El gobierno de Estados Unidos vive una época de gran actividad, sin tregua ni siquiera durante las vacaciones de Pascua. Mientras tanto, las sociedades víctimas de la guerra desatada por Trump y Netanyahu sufren las consecuencias. El presidente estadounidense muestra síntomas de un liderazgo errático, lanzando invectivas y sonriendo con halagos complacientes de su equipo.

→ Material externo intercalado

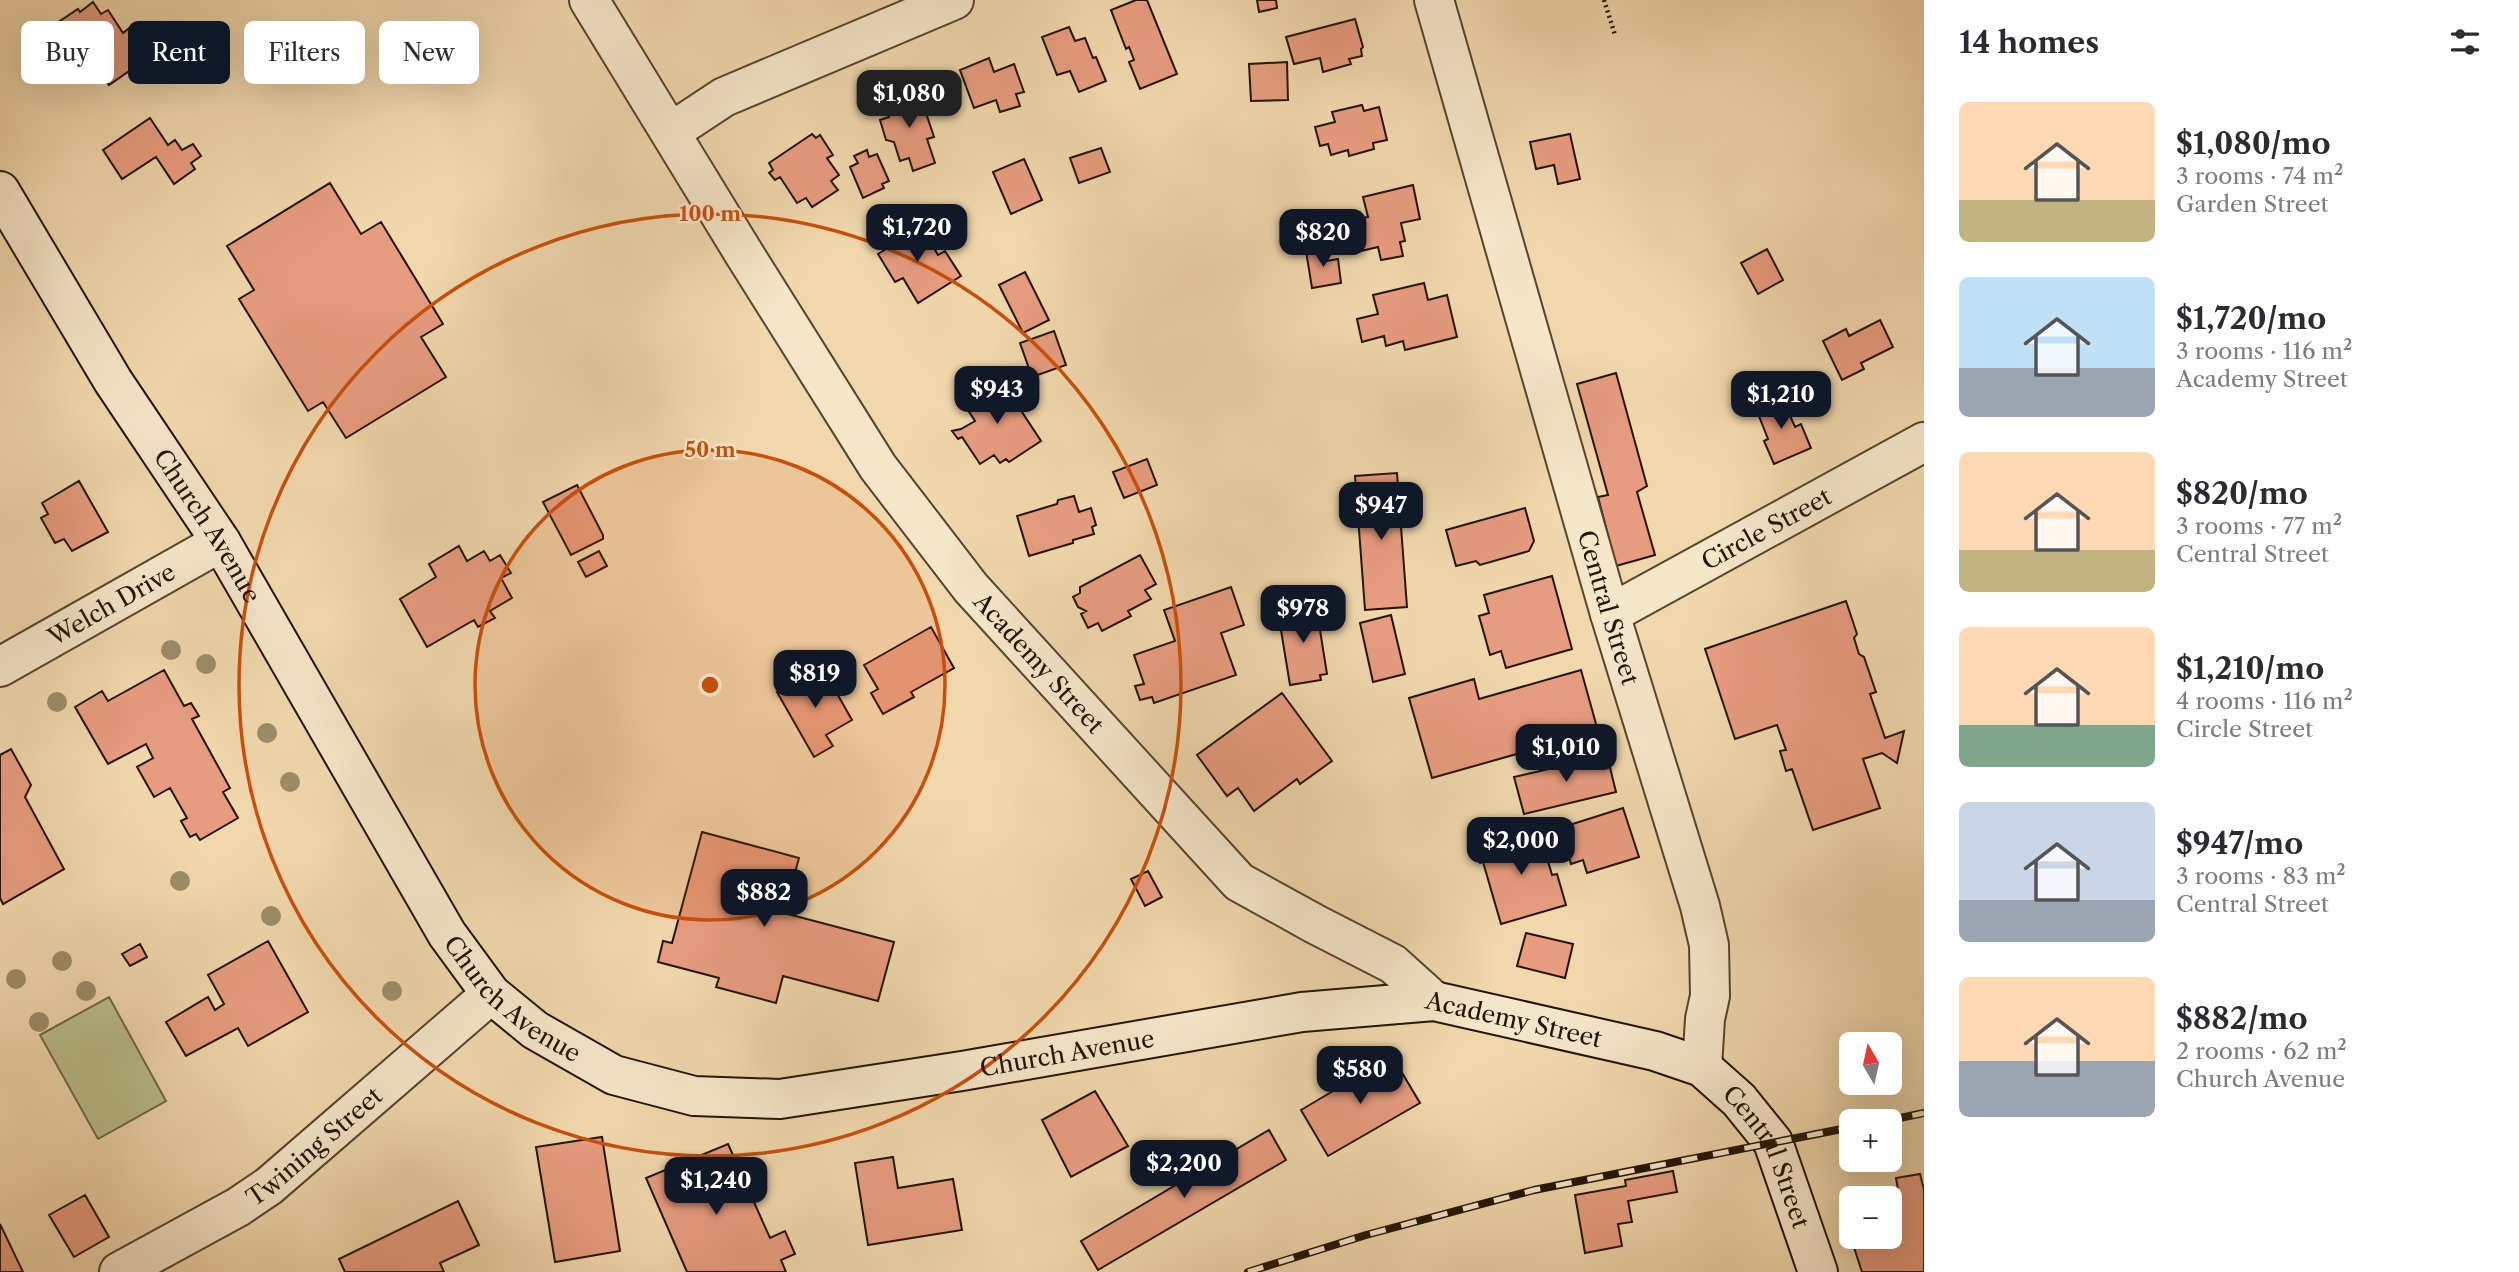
<!DOCTYPE html>
<html lang="en">
<head>
<meta charset="utf-8">
<style>
	:root { --surface:#fff; --page:#f2f2f3; --text:#2b2b33; --muted:#7c7c81; --accent:#111827 }
	body { margin:0; font-family:"Libre Caslon Text",serif; background:var(--page); color:var(--text); height:100vh; display:flex; flex-direction:column; font-size:26px; white-space:nowrap }
	* { box-sizing:border-box; margin:0 }
	p { font-size:23px; color:var(--muted) }
	.icon { flex:none; width:38px; height:38px; fill:none; stroke:currentColor; stroke-width:2; stroke-linecap:round; stroke-linejoin:round }
	.map { position:relative; flex:1; overflow:hidden }
	.sheet { display:flex; flex-direction:column; background:var(--surface); width:595px }
	.sheet>* { flex:none }
	.banner { position:absolute; left:21px; top:21px; width:665px; height:63px; display:flex; gap:14px }
	.needle { width:46px; rotate:351deg }
	.controls { position:absolute; left:1839px; top:1032px; display:grid; gap:14px }
	.controls a { display:grid; place-items:center; width:63px; height:63px; border-radius:10px; background:var(--surface); box-shadow:0 7px 28px #0002; font-size:35px }
	.price { position:absolute; translate:-50% -60px; padding:0 16px; border-radius:14px; background:var(--accent); color:#fff; font-size:23px; line-height:46px; filter:drop-shadow(0 2px 4px #0008) }
	.price::after { content:''; position:absolute; left:50%; top:42px; width:21px; height:16px; margin-left:-10px; background:inherit; clip-path:polygon(0 0,100% 0,50% 100%) }
	.price.active { background:#222; color:#fff }
	ul { padding:0; list-style:none }
	li { display:flex; align-items:center; gap:21px; height:175px; padding:0 35px }
	li span { display:grid; place-items:center; flex:none; width:196px; height:140px; border-radius:10px; color:#555 }
	li>.icon { margin-inline-start:auto }
	span .icon { width:84px; height:84px; fill:#fffc; stroke-width:1 }
	li b { font-size:30px }
	h2 { display:flex; justify-content:space-between; align-items:center; height:84px; padding:0 35px; font-size:30px }
	.pill { padding:0 24px; border-radius:10px; background:var(--surface); box-shadow:0 7px 28px #0002; font-size:24px; line-height:63px }
	.pill.active { background:var(--accent); color:#fff }
	main { display:flex; flex:1; min-height:0 }
	.map>svg:first-child { display:block }
</style>
</head>
<body>
<main>
<div class="map">
<svg width="1924" height="1272" viewBox="0 0 1924 1272">
	<rect width="100%" height="100%" fill="#f0d7ac"/>
	<filter id="stains"><feTurbulence type="fractalNoise" baseFrequency=".00286" numOctaves="4"/><feColorMatrix values="0 0 0 0 .2 0 0 0 0 .09 0 0 0 0 .02 0 0 0 .5 -.17"/></filter>
	<radialGradient id="worn" r=".72"><stop offset=".6" stop-color="#630" stop-opacity="0"/><stop offset="1" stop-color="#630" stop-opacity=".3"/></radialGradient>
	<!-- green -->
	<path fill="#babe89" stroke="#6e6945" stroke-width="2" d="M109 997 166 1101 98 1139 40 1035Z"/>
	<!-- building -->
	<path fill="#e79c7f" stroke="#221401" stroke-width="2" d="M1136 0H1147L1177 74 1140 89 1129 62 1134 60 1129 47 1126 49 1111 10Z
		M1257 0H1276L1277 8 1259 12Z
		M93 2 101 14 108 10 123 33 132 26 152 55 109 85 86 52 68 64 63 58 60 60 42 33 78 9 80 12Z
		M1355 19 1363 47 1361 49 1362 56 1349 59 1351 64 1323 72 1320 58 1294 64 1286 37Z
		M1069 27 1075 41 1085 38 1093 58 1096 57 1106 81 1079 92 1070 71 1057 75 1042 37Z
		M989 58 994 72 1014 64 1024 92 1016 94 1020 106 1000 112 996 100 974 108 960 70Z
		M1287 62 1288 100 1251 101 1249 64Z
		M914 90 920 108 924 107 934 137 927 139 935 163 913 171 909 158 900 161 894 142 886 140 880 120 889 117 884 100Z
		M1362 105 1364 111 1379 107 1387 140 1373 143 1374 149 1349 156 1348 150 1331 155 1328 144 1320 146 1315 127 1335 122 1332 112Z
		M150 118 168 145 175 140 182 150 193 144 201 156 191 163 195 169 174 184 156 157 122 179 103 150Z
		M812 134 816 138 820 135 833 155 827 158 839 175 831 181 838 190 812 207 806 198 797 203 780 177 775 180 769 173 773 170 769 163Z
		M1570 134 1580 179 1558 184 1554 165 1536 169 1530 142Z
		M1101 148 1110 172 1079 183 1070 158Z
		M867 150 869 157 877 154 889 181 882 184 884 188 863 198 850 167 858 163 854 156Z
		M1024 159 1042 200 1011 214 993 172Z
		M330 183 361 234 381 222 443 324 421 337 446 377 346 438 323 402 308 411 239 299 254 290 227 246Z
		M1413 185 1420 219 1401 223 1405 241 1400 242 1403 256 1381 260 1378 247 1361 251 1356 226H1360L1358 219 1368 217 1363 197Z
		M903 225 913 242 926 234 938 255 945 251 961 276 918 303 903 278 895 282 878 254 886 249 880 239Z
		M1324 248 1326 261 1338 259 1341 283 1312 288 1306 251Z
		M1767 249 1783 280 1758 294 1741 263Z
		M1025 272 1049 320 1023 333 999 285Z
		M1424 283 1428 300 1447 295 1457 337 1405 350 1403 341 1386 346 1384 336 1362 342 1357 319 1378 314 1373 295Z
		M1880 320 1893 347 1861 363 1864 369 1842 380 1823 341 1846 329 1849 336Z
		M1054 331 1066 365 1032 377 1020 343Z
		M1616 373 1647 486 1637 492 1655 555 1616 566 1598 497 1608 495 1577 384Z
		M1001 380 1041 441 1009 462 1006 459 1000 463 994 455 980 464 962 437 958 439 952 431 961 429 975 421 964 404Z
		M1781 395 1795 427 1801 424 1811 448 1774 464 1764 441 1768 439 1755 406Z
		M1147 459 1157 485 1124 498 1113 472Z
		M1397 473 1407 607 1365 610 1355 476Z
		M79 481 108 532 72 551 64 539 55 543 41 518 48 514 42 503Z
		M577 485 603 535V539L571 555 543 502Z
		M1074 496 1079 512 1091 508 1096 525 1092 527 1094 534 1073 540V543L1029 556 1017 516 1057 504 1058 500Z
		M1525 508 1534 541 1529 551 1480 565 1476 561 1456 566 1446 530Z
		M459 546 467 561 484 551 490 561 500 555 511 573 501 578 512 598 490 611 495 618 478 627 474 620 427 647 400 599 436 577 429 564Z
		M599 551 607 566 586 577 578 562Z
		M1140 555 1156 584 1145 590 1151 599 1128 611 1131 616 1102 631 1098 623 1088 628 1081 614 1086 611 1078 607 1073 597 1080 593V587Z
		M1552 576 1572 649 1506 668 1501 651 1490 655 1479 616 1489 613 1484 595Z
		M1231 587 1244 625 1221 633 1236 675 1154 703 1152 697 1140 700 1135 686 1144 684 1134 655 1175 641 1164 610Z
		M1846 601 1857 634 1854 638 1859 654 1864 657 1876 692 1870 694 1885 738 1904 731 1897 763 1882 753 1863 759 1880 808 1813 830 1792 769 1786 771 1780 751 1786 750 1777 725 1735 739 1705 649Z
		M1316 605 1327 674 1320 675 1321 680 1290 685 1278 612Z
		M1391 615 1405 674 1373 682 1360 623Z
		M931 627 954 668 911 692 914 697 883 714 871 693 878 689 864 665Z
		M823 669 852 720 826 735 833 746 814 757 777 692 810 673 812 676Z
		M164 670 184 706 191 703 199 716 192 719 230 788 223 792 238 818 200 840 196 834 190 837 181 821 187 818 170 788 154 797 137 767 153 758 146 744 108 764 75 707 102 691 108 701Z
		M1581 670 1598 731 1432 778 1409 698 1474 679 1479 699Z
		M1282 693 1332 761 1300 784 1297 779 1254 811 1238 788 1227 796 1197 755Z
		M11 749 31 785 25 797 64 869 3 904 0 898V755Z
		M1606 751 1616 792 1524 814 1514 777 1592 759 1596 753Z
		M1623 808 1639 857 1587 873 1583 860 1571 864 1560 828Z
		M1539 830 1552 875 1557 874 1566 905 1501 924 1483 862 1480 863 1476 848Z
		M702 832 799 858 784 913 894 942 878 1001 783 976 776 1003 716 987 719 978 658 962 663 941 672 943Z
		M1148 871 1162 897 1145 906 1131 879Z
		M1526 933 1573 944 1565 978 1517 966Z
		M268 941 308 1012 248 1046 238 1028 186 1056 166 1022 208 997 215 1010 224 1004 208 975Z
		M140 944 147 957 130 966 122 954Z
		M1392 1056 1420 1103 1328 1156 1301 1110Z
		M1095 1091 1128 1146 1071 1177 1042 1120Z
		M1269 1130 1286 1160 1098 1270 1081 1241Z
		M602 1137 620 1251 555 1262 536 1147Z
		M728 1144 770 1238 785 1231 795 1254 781 1260 786 1272H687L646 1178Z
		M893 1157 898 1188 953 1179 962 1230 868 1245 855 1163Z
		M1673 1171 1677 1192 1628 1201 1632 1222 1618 1224 1622 1246 1585 1253 1575 1195 1626 1186 1625 1180Z
		M1920 1174 1924 1190V1272H1862L1851 1238 1845 1205 1852 1204V1237H1890V1199H1880L1899 1195 1896 1178Z
		M85 1195 109 1237 74 1257 49 1215Z
		M458 1201 479 1245 440 1263 444 1272H345L339 1259Z
		M0 1224 23 1272H0Z"/>
	<g fill="none" stroke-linecap="round" stroke-linejoin="round">
		<!-- street casing -->
		<g stroke="#56452c" stroke-width="42">
			<g id="street">
				<path id="s1" d="M589 0 743 252 878 467 971 588 1239 882 1315 924 1393 964 1434 1001"/>
				<path id="s2" d="M1434 0 1610 614 1700 906 1709 945 1710 996 1705 1019 1702 1067"/>
				<path d="M671 132 724 97 954 0"/>
				<path id="s3" d="M1610 614 1924 442"/>
				<path id="s4" d="M0 667 221 542"/>
				<path id="s5" d="M119 1272 238 1207 269 1186 491 994"/>
			</g>
		</g>
		<!-- secondary casing -->
		<g stroke="#221401" stroke-width="42">
			<g id="secondary">
				<path id="s6" d="M0 191 113 381 221 542 447 934 491 994 535 1030 614 1075 694 1096 780 1099 962 1071 1302 1012 1434 1001 1655 1051 1702 1067 1739 1100 1773 1142 1818 1272"/>
			</g>
		</g>
		<!-- path -->
		<path stroke="#221401" stroke-width="4.5" stroke-dasharray="2 3.5" stroke-linecap="butt" d="M1604 0 1615 35"/>
		<!-- street -->
		<use href="#street" stroke="#f5e5c9" stroke-width="38"/>
		<!-- secondary -->
		<use href="#secondary" stroke="#f5e5c9" stroke-width="38"/>
		<!-- rail casing -->
		<g stroke="#221401" stroke-width="8">
			<path id="rail" d="M1881 1122 1924 1113
				M1248 1272 1366 1235 1534 1190 1852 1127"/>
		</g>
		<!-- rail -->
		<use href="#rail" stroke="#f5e5c9" stroke-width="5" stroke-dasharray="16" stroke-linecap="butt"/>
	</g>
	<!-- trees -->
	<g fill="#9c8d68">
		<circle cx="171" cy="650" r="10"/>
		<circle cx="206" cy="664" r="10"/>
		<circle cx="57" cy="702" r="10"/>
		<circle cx="267" cy="733" r="10"/>
		<circle cx="290" cy="782" r="10"/>
		<circle cx="180" cy="881" r="10"/>
		<circle cx="271" cy="916" r="10"/>
		<circle cx="62" cy="961" r="10"/>
		<circle cx="16" cy="979" r="10"/>
		<circle cx="86" cy="991" r="10"/>
		<circle cx="392" cy="991" r="10"/>
		<circle cx="39" cy="1022" r="10"/>
	</g>
	<!-- distance rings -->
	<circle cx="710" cy="685" r="235" fill="#ca4f0a" fill-opacity=".12"/>
	<g fill="none" stroke="#ca4f0a" stroke-width="3.5">
		<circle cx="710" cy="685" r="235"/>
		<circle cx="710" cy="685" r="471"/>
	</g>
	<g text-anchor="middle" dominant-baseline="central" stroke-width="5" stroke-linejoin="round" paint-order="stroke">
		<!-- street labels -->
		<g font-size="24" fill="#221401" stroke="#f5e5c9">
			<text stroke="none"><textPath href="#s6" startOffset="394">Church Avenue</textPath></text>
			<text stroke="none"><textPath href="#s3" startOffset="178">Circle Street</textPath></text>
			<text stroke="none"><textPath href="#s4" startOffset="128">Welch Drive</textPath></text>
			<text stroke="none"><textPath href="#s2" startOffset="632">Central Street</textPath></text>
			<text stroke="none"><textPath href="#s1" startOffset="803">Academy Street</textPath></text>
			<text stroke="none"><textPath href="#s6" startOffset="961">Church Avenue</textPath></text>
			<text stroke="none"><textPath href="#s6" startOffset="2002">Academy Street</textPath></text>
			<text stroke="none"><textPath href="#s6" startOffset="1549">Church Avenue</textPath></text>
			<text stroke="none"><textPath href="#s5" startOffset="233">Twining Street</textPath></text>
			<text stroke="none"><textPath href="#s6" startOffset="2310">Central Street</textPath></text>
		</g>
	</g>
	<circle cx="710" cy="685" r="10" fill="#ca4f0a" stroke="#f5e5c9" stroke-width="3.5"/>
	<g font-size="21" text-anchor="middle" font-weight="bold" fill="#ca4f0a" stroke="#f5e5c9" stroke-width="5" stroke-linejoin="round" paint-order="stroke">
		<text x="710" y="221">100 m</text>
		<text x="710" y="457">50 m</text>
	</g>
	<rect width="100%" height="100%" filter="url(#stains)"/>
	<rect width="100%" height="100%" fill="url(#worn)"/>
</svg>
<div class="controls">
<a><svg class="needle" viewBox="-14 -14 28 28"><path d="M0-13l5 13h-10z" fill="#e53935"/><path d="M0 13l5-13h-10z" fill="#7c7c81"/></svg></a>
<a>+</a>
<a>−</a>
</div>
<b class="price active" style="left:909px;top:130px">$1,080</b>
<b class="price" style="left:917px;top:264px">$1,720</b>
<b class="price" style="left:1323px;top:269px">$820</b>
<b class="price" style="left:997px;top:426px">$943</b>
<b class="price" style="left:1781px;top:431px">$1,210</b>
<b class="price" style="left:1381px;top:542px">$947</b>
<b class="price" style="left:1303px;top:645px">$978</b>
<b class="price" style="left:815px;top:710px">$819</b>
<b class="price" style="left:1566px;top:784px">$1,010</b>
<b class="price" style="left:1521px;top:877px">$2,000</b>
<b class="price" style="left:764px;top:929px">$882</b>
<b class="price" style="left:1360px;top:1106px">$580</b>
<b class="price" style="left:1184px;top:1200px">$2,200</b>
<b class="price" style="left:716px;top:1217px">$1,240</b>
<div class="banner">
<a class="pill">Buy</a>
<a class="pill active">Rent</a>
<a class="pill">Filters</a>
<a class="pill">New</a>
</div>
</div>
<section class="sheet">
<h2>14 homes<svg class="icon" aria-label="filters" viewBox="0 0 24 24"><path d="M4 7h16M4 17h16"/><circle cx="9" cy="7" r="2"/><circle cx="15" cy="17" r="2"/></svg></h2>
<ul>
<li><span style="background:linear-gradient(#ffd9b3 70%,#c2b280 0)"><svg class="icon" aria-label="home" viewBox="0 0 24 24"><path d="M3 11l9-7 9 7M6 9v11h12V9"/></svg></span><div><b>$1,080/mo</b><p>3 rooms · 74 m²</p><p>Garden Street</p></div></li>
<li><span style="background:linear-gradient(#bfe0f5 65%,#9aa5b1 0)"><svg class="icon" aria-label="home" viewBox="0 0 24 24"><path d="M3 11l9-7 9 7M6 9v11h12V9"/></svg></span><div><b>$1,720/mo</b><p>3 rooms · 116 m²</p><p>Academy Street</p></div></li>
<li><span style="background:linear-gradient(#ffd9b3 70%,#c2b280 0)"><svg class="icon" aria-label="home" viewBox="0 0 24 24"><path d="M3 11l9-7 9 7M6 9v11h12V9"/></svg></span><div><b>$820/mo</b><p>3 rooms · 77 m²</p><p>Central Street</p></div></li>
<li><span style="background:linear-gradient(#ffd9b3 70%,#7fa58c 0)"><svg class="icon" aria-label="home" viewBox="0 0 24 24"><path d="M3 11l9-7 9 7M6 9v11h12V9"/></svg></span><div><b>$1,210/mo</b><p>4 rooms · 116 m²</p><p>Circle Street</p></div></li>
<li><span style="background:linear-gradient(#c9d6e8 70%,#9aa5b1 0)"><svg class="icon" aria-label="home" viewBox="0 0 24 24"><path d="M3 11l9-7 9 7M6 9v11h12V9"/></svg></span><div><b>$947/mo</b><p>3 rooms · 83 m²</p><p>Central Street</p></div></li>
<li><span style="background:linear-gradient(#ffd9b3 60%,#9aa5b1 0)"><svg class="icon" aria-label="home" viewBox="0 0 24 24"><path d="M3 11l9-7 9 7M6 9v11h12V9"/></svg></span><div><b>$882/mo</b><p>2 rooms · 62 m²</p><p>Church Avenue</p></div></li>
</ul>
</section>
</main>
</body>
</html>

El liderazgo errático de Trump

El equipo de Trump teme que su jefe se le cruce los cables y los eche a patadas. Esto ha ocurrido con Pam Bondi, la fiscal general que intentó complacerlo sin éxito. A Trump le molestó que no estuviera dispuesta a triturar a sus enemigos estadounidenses como hace el ministro de la guerra Pete Hegseth con las dianas que le señala en el mundo exterior.

Purga en el Pentágono

El jefe del Pentágono ha pedido al jefe del Estado Mayor del Ejército, el general Randy George, que renuncie y se jubile de inmediato. Esta decisión se suma a la destitución de al menos una docena de generales más y a la obstaculización de la promoción de mujeres y militares de raza negra. La portada de The Economist muestra los palos de ciego trumpistas que benefician a China y perjudican a Estados Unidos y a sus víctimas.

Incidente en Irán

Irán ha derribado un caza estadounidense que volaba por su espacio aéreo, y Hegseth ha montado un dispositivo especial para rescatar a los pilotos. Por el momento, han encontrado a uno y no saben el paradero del otro. Trump había dicho que las defensas aéreas iraníes estaban completamente destruidas, pero esto ha resultado ser falso.